WHAT IS NEEDED :: With the pictures removed, please write out every line below exactly as given.
(INFORMATION GIVEN Opens)
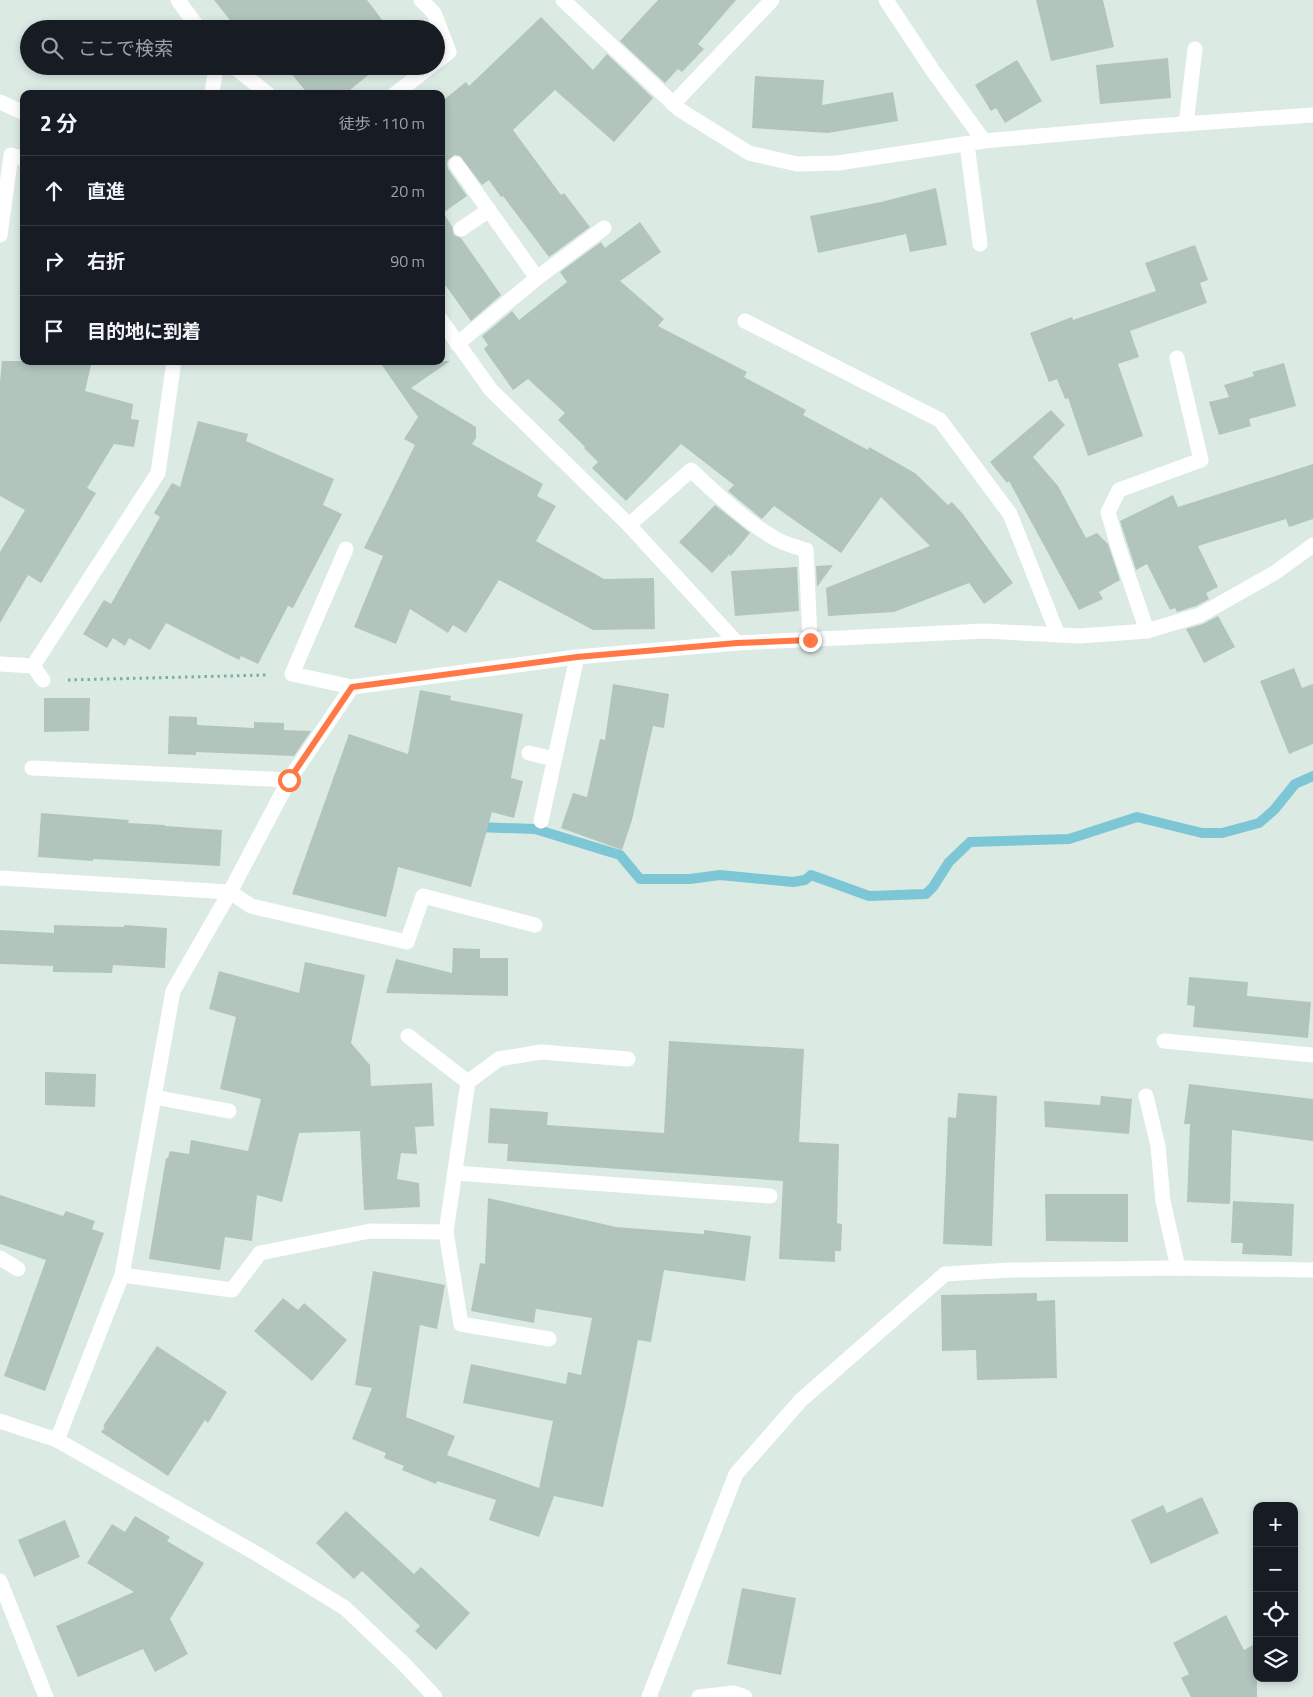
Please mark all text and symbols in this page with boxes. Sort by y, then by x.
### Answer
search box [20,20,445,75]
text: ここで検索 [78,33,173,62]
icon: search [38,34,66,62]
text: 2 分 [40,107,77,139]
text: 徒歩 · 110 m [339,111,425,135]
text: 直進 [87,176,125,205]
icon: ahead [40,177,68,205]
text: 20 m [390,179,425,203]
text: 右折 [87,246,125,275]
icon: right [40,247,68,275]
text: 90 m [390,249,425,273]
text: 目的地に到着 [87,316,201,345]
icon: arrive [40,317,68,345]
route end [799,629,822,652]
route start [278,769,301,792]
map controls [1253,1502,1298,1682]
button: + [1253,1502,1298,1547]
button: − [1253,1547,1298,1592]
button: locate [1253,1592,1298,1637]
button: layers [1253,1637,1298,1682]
(INFORMATION GIVEN Closes)
YOUR RESPONSE ::
Please mark all text and symbols in this page with boxes. Sort by y, then by x.
### Answer
search box [20,20,445,75]
text: ここで検索 [78,33,173,62]
icon: search [38,34,66,62]
text: 2 分 [40,107,77,139]
text: 徒歩 · 110 m [339,111,425,135]
text: 直進 [87,176,125,205]
icon: ahead [40,177,68,205]
text: 20 m [390,179,425,203]
text: 右折 [87,246,125,275]
icon: right [40,247,68,275]
text: 90 m [390,249,425,273]
text: 目的地に到着 [87,316,201,345]
icon: arrive [40,317,68,345]
route end [799,629,822,652]
route start [278,769,301,792]
map controls [1253,1502,1298,1682]
button: + [1253,1502,1298,1547]
button: − [1253,1547,1298,1592]
button: locate [1253,1592,1298,1637]
button: layers [1253,1637,1298,1682]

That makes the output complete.